We were given some really dirty data sets (IMO, at least) and would use these to create analyses on geographical locations on SQL Saturday and Summit attendees, and correlations between the topics presented and virtual chapter membership. Our group (Team Cheetah) had a diverse background from database engineers to report writers. We really focused strongly on the PowerBI aspect, and finding ways to clean up some of the data related to tracks and zip codes/addresses. After the fact, I realized on my part that I could have used more columnstore index feature, but I’m guessing that the leaders liked my decision to use lookup tables to make the above graphic work. I think I got a bit excited explaining how we found that topics presented within an 18-24 month span were the most frequent of Summit presentations in the next year, going on…and on…and on about the dashboards and the graphic types. After the fact, our team found more we could have done with the hours we had, but considering the rookie status we felt alright with what we would present and be judged on (use of new features, dashboards, analysis, etc). So maybe we would get points for utilizing the presentation and talking about the muddied data we had. Plus, the engineers were good at the geospatial aspect and cleansing.

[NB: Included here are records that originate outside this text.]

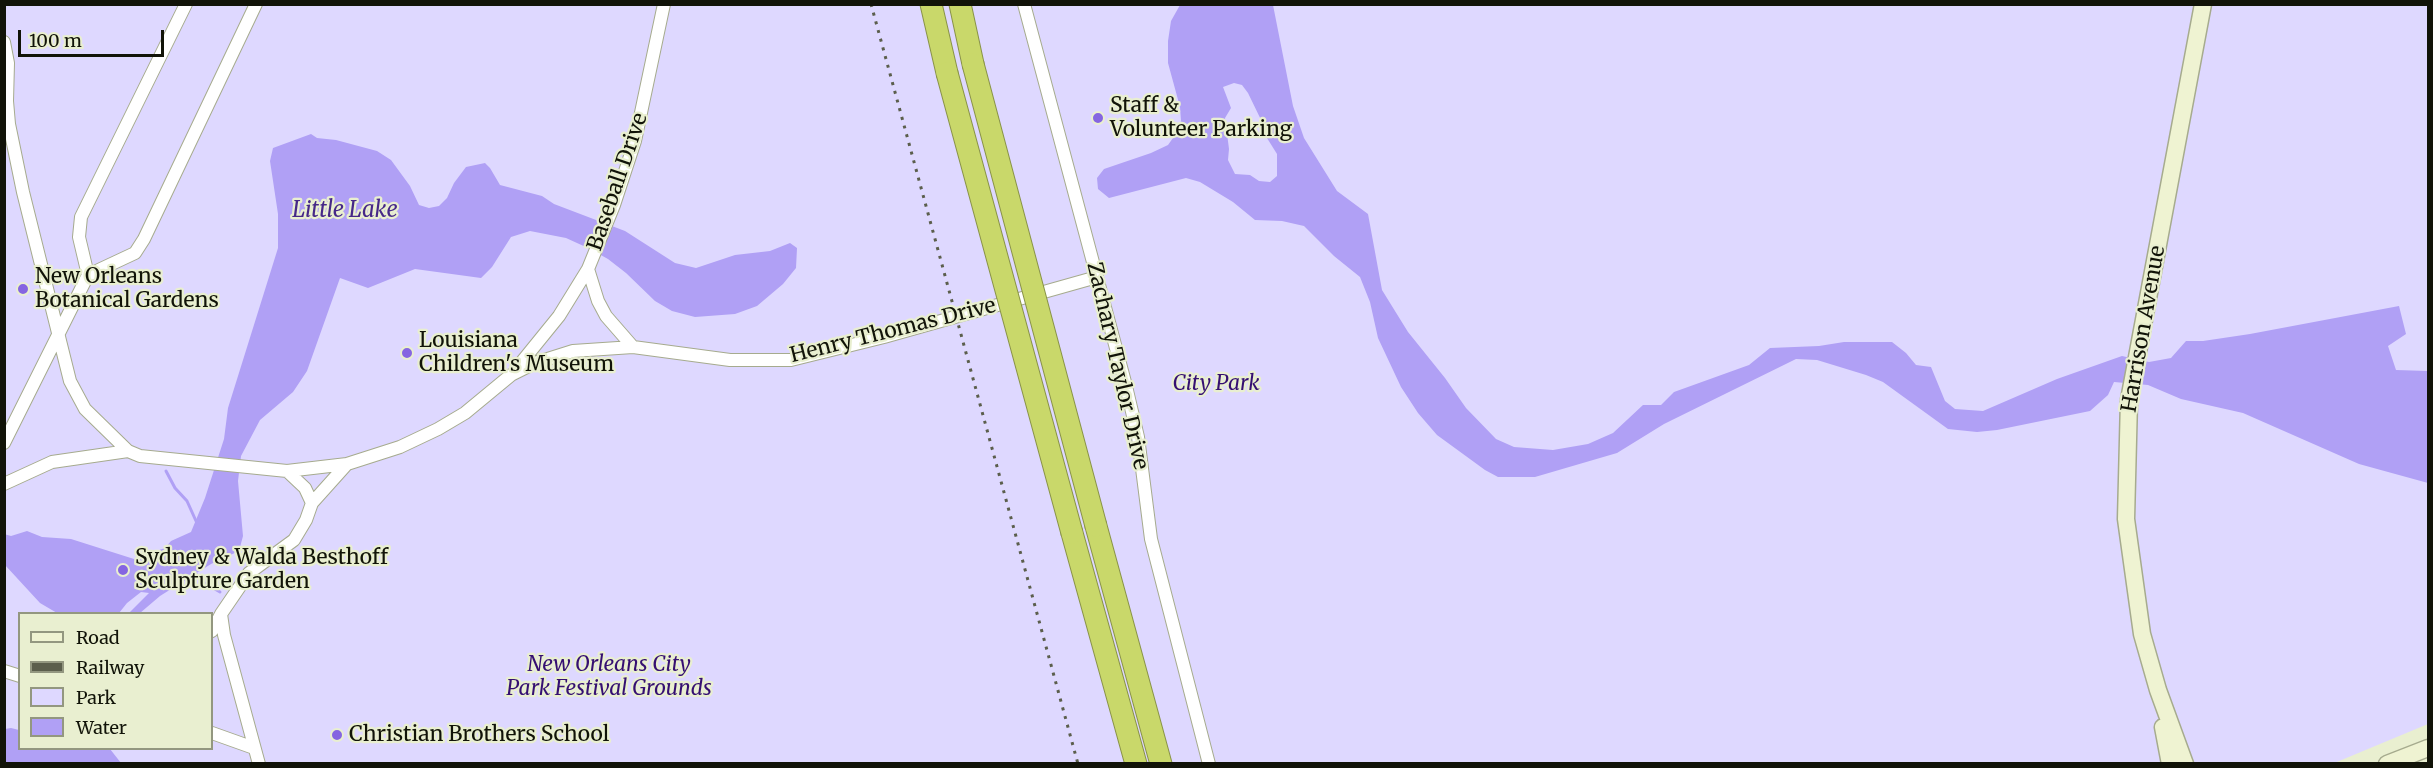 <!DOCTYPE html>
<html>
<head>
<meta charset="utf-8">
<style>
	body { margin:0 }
	#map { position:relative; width:2433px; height:768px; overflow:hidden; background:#e9efd0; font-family:Merriweather,serif }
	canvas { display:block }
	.frame { position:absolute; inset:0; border:6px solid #111308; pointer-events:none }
	.legend { position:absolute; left:18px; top:612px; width:195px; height:138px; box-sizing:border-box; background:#e9efd0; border:2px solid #939780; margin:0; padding:8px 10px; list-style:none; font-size:18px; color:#111308 }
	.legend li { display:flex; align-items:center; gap:12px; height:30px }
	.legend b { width:30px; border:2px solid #939780 }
	.scale { position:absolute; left:18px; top:30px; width:146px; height:27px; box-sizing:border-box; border:3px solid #111308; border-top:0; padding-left:8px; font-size:18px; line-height:21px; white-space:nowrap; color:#111308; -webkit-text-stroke:4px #e9efd0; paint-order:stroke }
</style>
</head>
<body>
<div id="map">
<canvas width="2433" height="768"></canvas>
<div class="frame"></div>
<ul class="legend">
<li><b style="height:8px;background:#eff3d2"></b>Road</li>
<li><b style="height:8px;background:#5b5e4c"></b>Railway</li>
<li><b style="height:16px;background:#ded8ff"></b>Park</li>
<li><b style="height:16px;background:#b0a0f5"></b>Water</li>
</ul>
<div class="scale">100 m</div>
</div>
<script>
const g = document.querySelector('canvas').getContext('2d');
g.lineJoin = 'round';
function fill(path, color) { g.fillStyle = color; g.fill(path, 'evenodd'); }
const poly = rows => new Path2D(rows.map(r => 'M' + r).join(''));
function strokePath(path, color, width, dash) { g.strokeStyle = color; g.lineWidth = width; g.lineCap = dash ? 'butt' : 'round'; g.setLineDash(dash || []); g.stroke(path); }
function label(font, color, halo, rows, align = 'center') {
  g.font = font + ' Merriweather,serif'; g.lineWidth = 4.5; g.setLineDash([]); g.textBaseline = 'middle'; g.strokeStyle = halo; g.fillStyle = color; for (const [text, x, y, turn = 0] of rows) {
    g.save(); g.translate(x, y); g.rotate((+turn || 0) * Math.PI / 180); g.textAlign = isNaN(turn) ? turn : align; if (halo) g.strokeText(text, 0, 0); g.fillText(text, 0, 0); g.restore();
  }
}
fill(poly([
	[4,5,2428,5,2428,724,2332,764,5,763],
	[20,614,212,614,212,748,20,748]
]), '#ded8ff');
fill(poly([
	[1180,5,1273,5,1293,106,1304,138,1337,191,1368,214,1382,290,1408,332,1445,378,1466,408,1496,439,1514,447,1553,450,1588,444,1613,433,1643,405,1661,405,1674,392,1749,365,1770,348,1819,346,1844,342,1892,342,1906,353,1916,365,1931,367,1945,401,1955,409,1983,411,2057,379,2122,356,2149,362,2171,358,2186,341,2203,341,2250,334,2399,306,2406,334,2388,346,2396,370,2428,371,2428,483,2359,464,2243,413,2181,399,2148,385,2114,382,2108,395,2090,411,1997,430,1977,432,1948,429,1883,382,1866,375,1817,360,1796,359,1664,424,1617,453,1535,477,1498,477,1485,470,1437,435,1418,413,1401,387,1378,338,1370,302,1360,277,1334,256,1304,226,1282,221,1255,220,1233,202,1200,182,1186,178,1109,198,1098,189,1097,178,1104,169,1151,153,1168,145,1178,131,1181,121,1180,107,1168,63,1168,41,1171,21],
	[1234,83,1242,85,1248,93,1264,126,1267,138,1277,154,1277,176,1270,182,1259,181,1250,175,1235,174,1228,160,1229,149,1225,118,1231,108,1223,87],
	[311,134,317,138,336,140,377,151,391,160,410,186,419,205,429,208,439,206,447,198,454,183,466,167,485,163,490,168,500,185,542,196,554,204,625,231,675,263,696,268,735,255,770,251,790,243,797,248,796,268,783,284,757,306,735,314,695,317,672,311,655,301,626,273,608,259,588,248,566,238,530,231,511,237,492,267,481,278,415,269,368,288,340,278,307,371,293,392,260,420,241,456,238,481,243,536,239,551,211,564,160,596,140,613,129,613,149,593,141,592,127,603,119,613,57,613,40,603,5,565,4,534,11,536,27,531,42,537,71,539,134,559,165,548,171,541,191,532,205,498,224,439,228,408,278,248,278,214,270,161,273,148],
	[11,728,19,730,20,748,110,749,121,763,5,763,5,729]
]), '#b0a0f5');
strokePath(poly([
	[166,471,175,488,187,501,196,521],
	[196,574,203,582,220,592]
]), '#b0a0f5', 3);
const street = poly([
	[186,4,81,217,79,237,88,275,135,253,144,239,256,4],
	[1024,4,1125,382,1138,437,1151,539,1209,764],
	[4,42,8,63,7,101,9,124,23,192,70,381,85,409,128,451],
	[633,347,606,316,598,301,588,269,614,205,635,141,664,4],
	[516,369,559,316,588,269],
	[4,443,88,275],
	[287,471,305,488,312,503],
	[4,484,52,462,128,451,140,456,287,471,347,464,400,447,438,429,465,413,511,375,535,363,573,351,633,347,730,360,791,360,884,337,1097,277],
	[221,614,224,635,259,764],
	[212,631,221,614,249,573,294,540,306,520,312,503,347,464],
	[4,671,20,676],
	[212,733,254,748]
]);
const secondary = poly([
	[2163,727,2170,764],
	[2185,764,2158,690,2142,634,2126,519,2129,400,2203,4],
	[2387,764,2428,748]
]);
const highway = poly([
	[931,4,947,73],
	[960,4,973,64],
	[1096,526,1161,764],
	[1072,533,1136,764]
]);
strokePath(street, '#a6ab8e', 14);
strokePath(secondary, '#a6ab8e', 19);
strokePath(highway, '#899348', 23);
strokePath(street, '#fff', 12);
strokePath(secondary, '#eff3d2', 16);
strokePath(highway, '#c9d86a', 21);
strokePath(poly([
	[871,4,1078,764]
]), '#5b5e4c', 3, [3, 6]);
const highwayBridge = poly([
	[973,64,1096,526],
	[947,73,1072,533]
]);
strokePath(highwayBridge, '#899348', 23, []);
strokePath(highwayBridge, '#c9d86a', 21);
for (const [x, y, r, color] of [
	[1098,118,6,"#8565e1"],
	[23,289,6,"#8565e1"],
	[407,353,6,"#8565e1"],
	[123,570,6,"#8565e1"],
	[337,735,6,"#8565e1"]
]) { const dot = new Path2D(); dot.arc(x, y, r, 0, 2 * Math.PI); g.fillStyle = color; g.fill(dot); strokePath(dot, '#e9efd0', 2); }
label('21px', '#111308', '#e9efd0', [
	["Staff &",1110,106],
	["Volunteer Parking",1110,130],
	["New Orleans",35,277],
	["Botanical Gardens",35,301],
	["Louisiana",419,341],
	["Children's Museum",419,365],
	["Sydney & Walda Besthoff",135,558],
	["Sculpture Garden",135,582],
	["Christian Brothers School",349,735]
], 'left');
label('21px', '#111308', '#e9efd0', [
	["Baseball Drive",618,182,-71],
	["Harrison Avenue",2144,329,-80],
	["Henry Thomas Drive",893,331,-14],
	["Zachary Taylor Drive",1117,366,77]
]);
label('italic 21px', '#350f72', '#e9efd0', [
	["City Park",1216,384],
	["New Orleans City",609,665],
	["Park Festival Grounds",609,689]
]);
label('italic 22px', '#462888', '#e9efd0', [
	["Little Lake",345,211]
]);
</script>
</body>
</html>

Well, our team won the contest, with gift cards as prizes, so obviously that was a cool feather in the cap.

I will say that an exercise like this was rather interesting and cool, but I’m wondering what we could do for the PASS Community if we were to take this on for longer than an afternoon. If we had a team with BI Developers (like myself), ETL and data quality experts, analysts, and data scientists, then we could have some very useful information for trending. That may be the ultimate goal of this exercise, but it can become a stepping stone for a true hacking session.

Plus, this is an opportunity for a lot of the members of our local chapter to try their hand at civic hacking…myself included. One of my recent goals/fascinations has been civic hacking. The opportunity to take public data and improve a community using this information. In the Triangle alone we have many open data events, including CityCamp and Datapalooza. I’ve had a chance to sit in on some of the ideas and even add an idea in there, but a hackathon is something I’d like to try in full. Today gave me an idea on how it may work in a controlled environment, and what I could improve on when presenting findings. I would love to see more of this happen, and knowing that the community can have its own members help out with the solutions to make things better. Then, in turn, we can go out and use open data to help our communities.

…and then, I can write more blog entries.